As a way to send our best wishes for recovery to the father of free software and celebrate the 40 years of the GNU project We are doing a brief biography of Richard Stallman.
Lo we had described as a child interested in computers and a teenager who spent his free time attending university courses or volunteering in biology laboratories. His college years brought him into contact with the Boston hacker community and prompted him to abandon physics to focus on programming.
Second part of Stallman's biography
In the beginning all software was free. Programmers freely shared information until companies turned it into profitable products and proprietary licenses appeared. The young Stallman had worked in companies where there were strict rules about team assignments and these were based more on status than needs..
At the MIT Artificial Intelligence Laboratory, RMS, a completely different situation was encountered. If a boss kept a piece of equipment under lock and key and someone lower down the ladder needed it, he would literally break down his door. TOYears later, Stallman himself described the atmosphere like this:
…this decision to break down the doors was not something strange, it was an integral part of an entire way of life. The hackers in the AI lab were very inspired to write good and interesting software. And it was because they were so excited to do more work, they couldn't stand having their hardware locked down., or many other things that people could do to prevent the work from being done.
He also explained what the way of working was.
…we also did not allow any boss or teacher to determine what task was going to be done, because our mission was to make the entire system better. We listened to the users, of course; If you don't, you can't say what is needed. But after doing that, we were best placed to see what kind of improvements were possible, and we were always chatting among ourselves about how we would like to see the system changed, and what kind of interesting ideas we had seen in other systems that we could adapt.
Culture change
However, Richard Stallman's old colleagues retired, seduced by the better salaries of private activity, and were replaced by others who brought a different culture. Richard told it like this:
Basically all the competent developers except me in the AI lab got other jobs, and this caused more than a momentary change, it caused a permanent transformation because it broke the continuity of the hacker culture.

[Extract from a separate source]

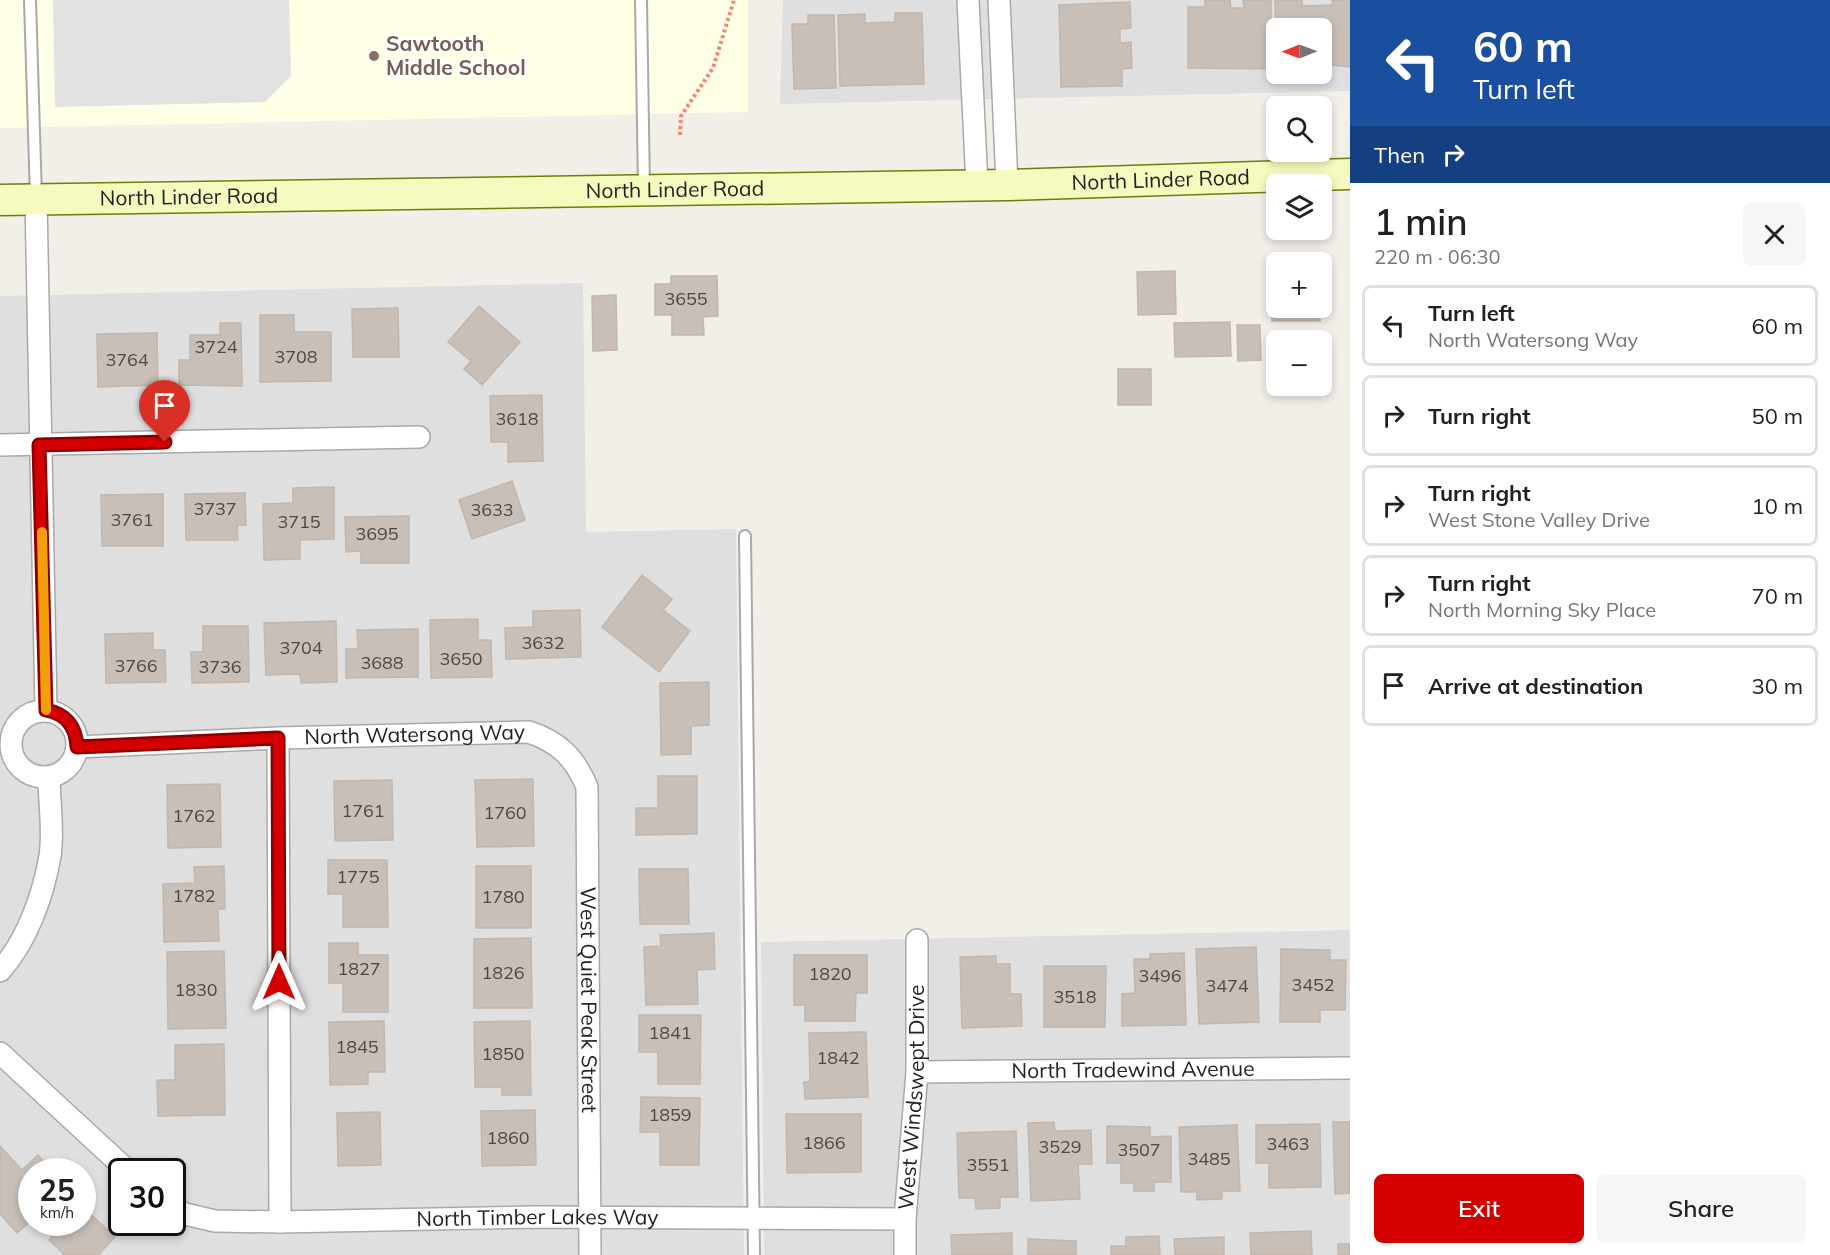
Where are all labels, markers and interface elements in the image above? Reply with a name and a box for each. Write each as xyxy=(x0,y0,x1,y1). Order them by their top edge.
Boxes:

New hackers were always attracted to older hackers; we had the funniest teams and people who did the most interesting things, and also a culture that was so fun to be a part of. Once these things were lost, there was nothing left to attract anyone new to the place, so new hackers stopped coming. There was no one they could model after, no one who could teach them those traditions. Also, no one to learn how to make quality software from. With just a small group of professors and graduate students, who really had no idea how to make a program work, you can't learn how to make good programs work.

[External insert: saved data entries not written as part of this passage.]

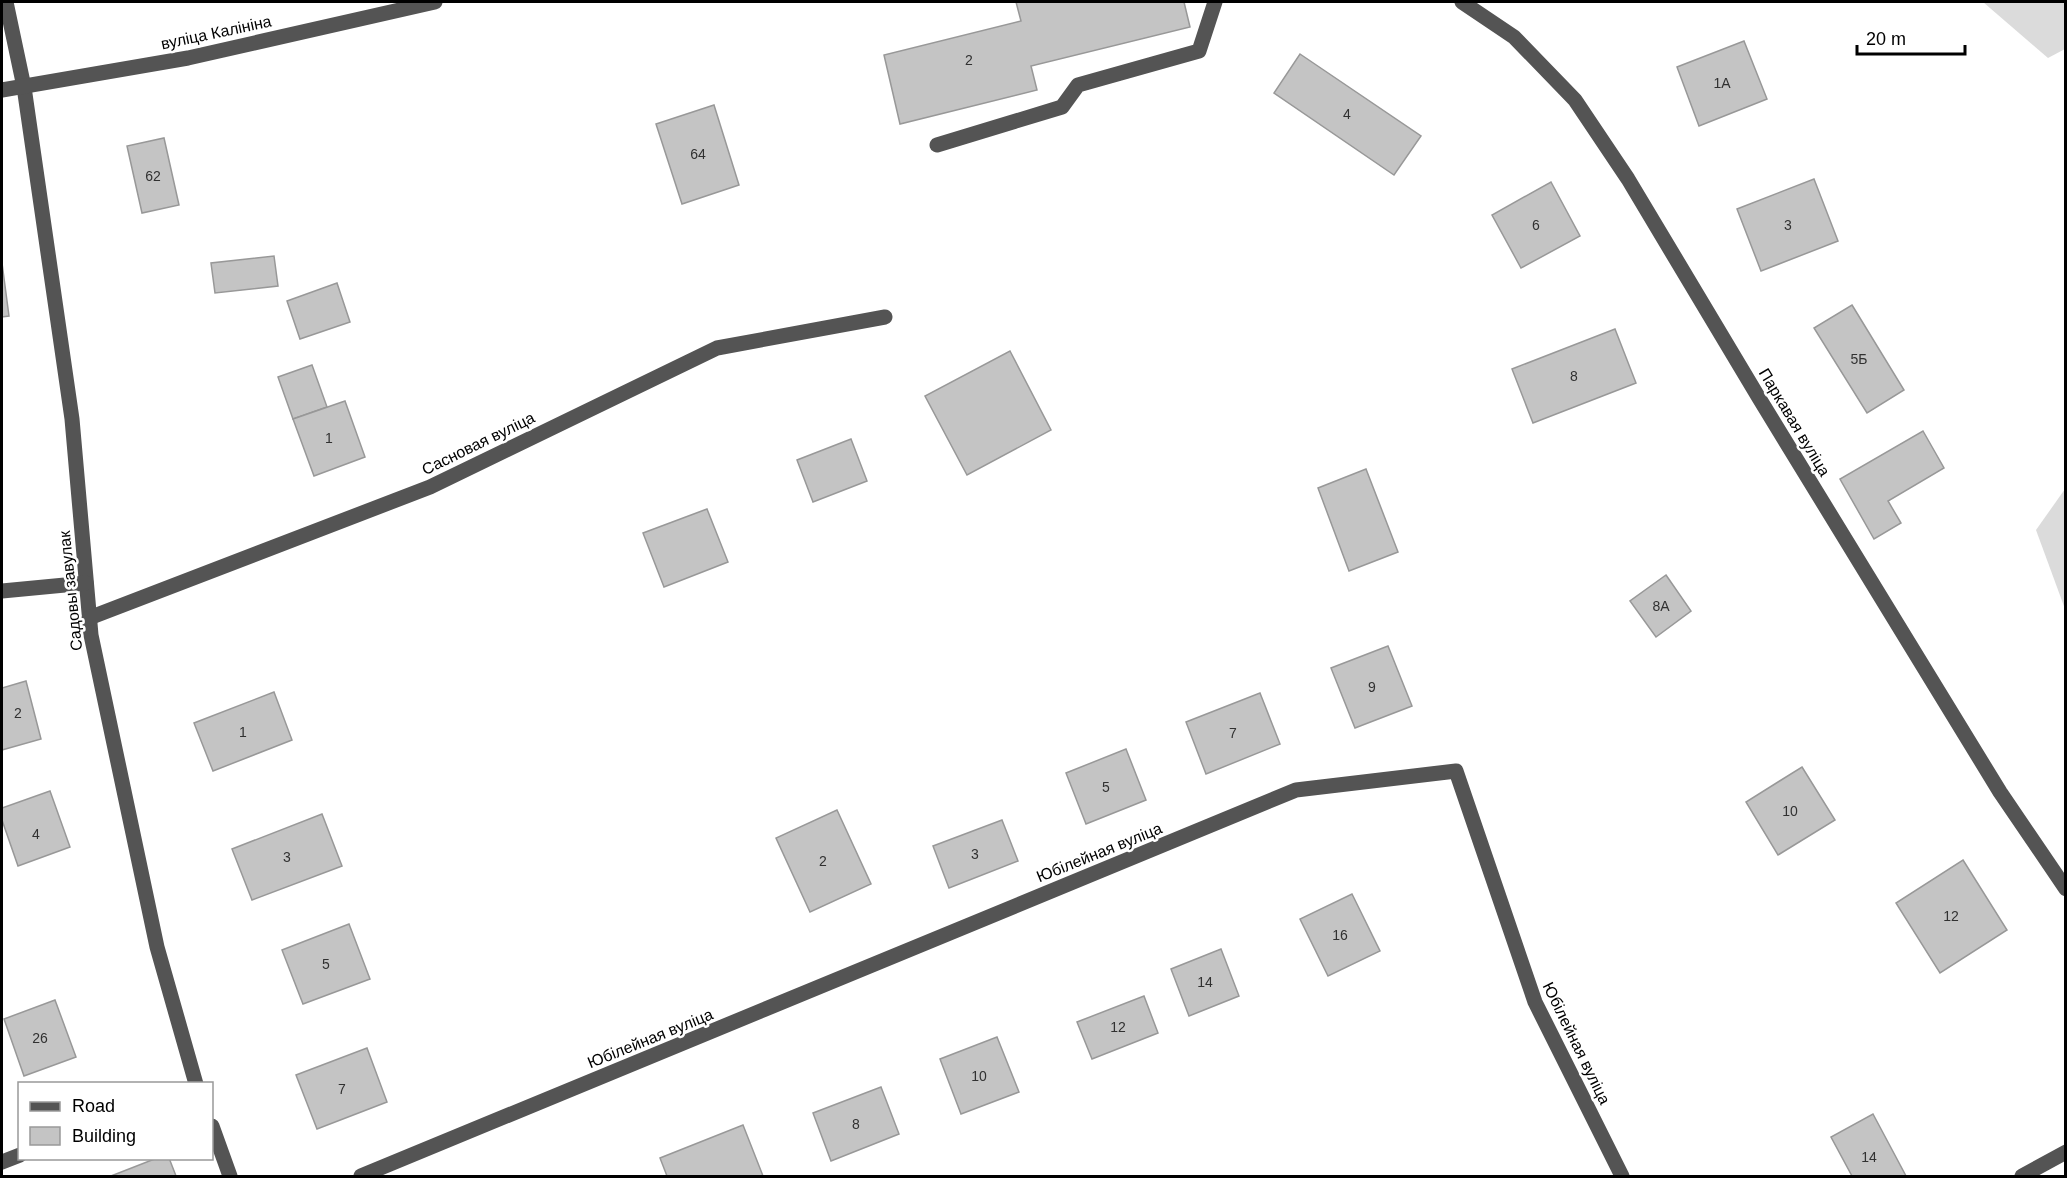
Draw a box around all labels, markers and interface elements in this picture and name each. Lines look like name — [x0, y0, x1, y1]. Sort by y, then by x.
street label: вуліца Калініна — [159, 12, 273, 52]
scale bar — [1857, 18, 1965, 56]
text: 20 m — [1866, 29, 1906, 49]
house number: 2 — [965, 52, 973, 68]
house number: 1А — [1713, 75, 1731, 91]
house number: 4 — [1343, 106, 1351, 122]
house number: 64 — [690, 146, 706, 162]
house number: 62 — [145, 168, 161, 184]
house number: 6 — [1532, 217, 1540, 233]
house number: 3 — [1784, 217, 1792, 233]
house number: 5Б — [1851, 351, 1867, 367]
street label: Паркавая вуліца — [1756, 365, 1833, 479]
house number: 8 — [1570, 368, 1578, 384]
street label: Сасновая вуліца — [419, 409, 538, 478]
house number: 1 — [325, 430, 333, 446]
street label: Садовы завулак — [56, 529, 85, 652]
house number: 8А — [1652, 598, 1670, 614]
house number: 9 — [1368, 679, 1376, 695]
house number: 2 — [14, 705, 22, 721]
house number: 1 — [239, 724, 247, 740]
house number: 7 — [1229, 725, 1237, 741]
house number: 5 — [1102, 779, 1110, 795]
house number: 10 — [1782, 803, 1798, 819]
street label: Юбілейная вуліца — [1034, 820, 1164, 885]
house number: 4 — [32, 826, 40, 842]
house number: 3 — [971, 846, 979, 862]
house number: 3 — [283, 849, 291, 865]
house number: 2 — [819, 853, 827, 869]
house number: 12 — [1943, 908, 1959, 924]
house number: 16 — [1332, 927, 1348, 943]
house number: 5 — [322, 956, 330, 972]
house number: 14 — [1197, 974, 1213, 990]
street label: Юбілейная вуліца — [1540, 979, 1614, 1107]
street label: Юбілейная вуліца — [585, 1006, 715, 1071]
house number: 12 — [1110, 1019, 1126, 1035]
house number: 26 — [32, 1030, 48, 1046]
house number: 10 — [971, 1068, 987, 1084]
house number: 7 — [338, 1081, 346, 1097]
legend — [18, 1082, 213, 1160]
text: Road — [72, 1096, 115, 1116]
house number: 8 — [852, 1116, 860, 1132]
text: Building — [72, 1126, 136, 1146]
house number: 14 — [1861, 1149, 1877, 1165]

One of the changes introduced by the new authorities was to install an access control system using passwords. RMS managed to discover those of all his colleagues and sent them a message with the password and the suggestion to leave it blank to allow anonymous access. Although 20 percent of his colleagues listened to him, the passwords stuck.
Meanwhile, a programmer named Brian Reid unleashed the wrath of RMS by placing software restrictions on those who accessed a word processing language called Scribe without a license.Stallman called it a "Crime against humanity."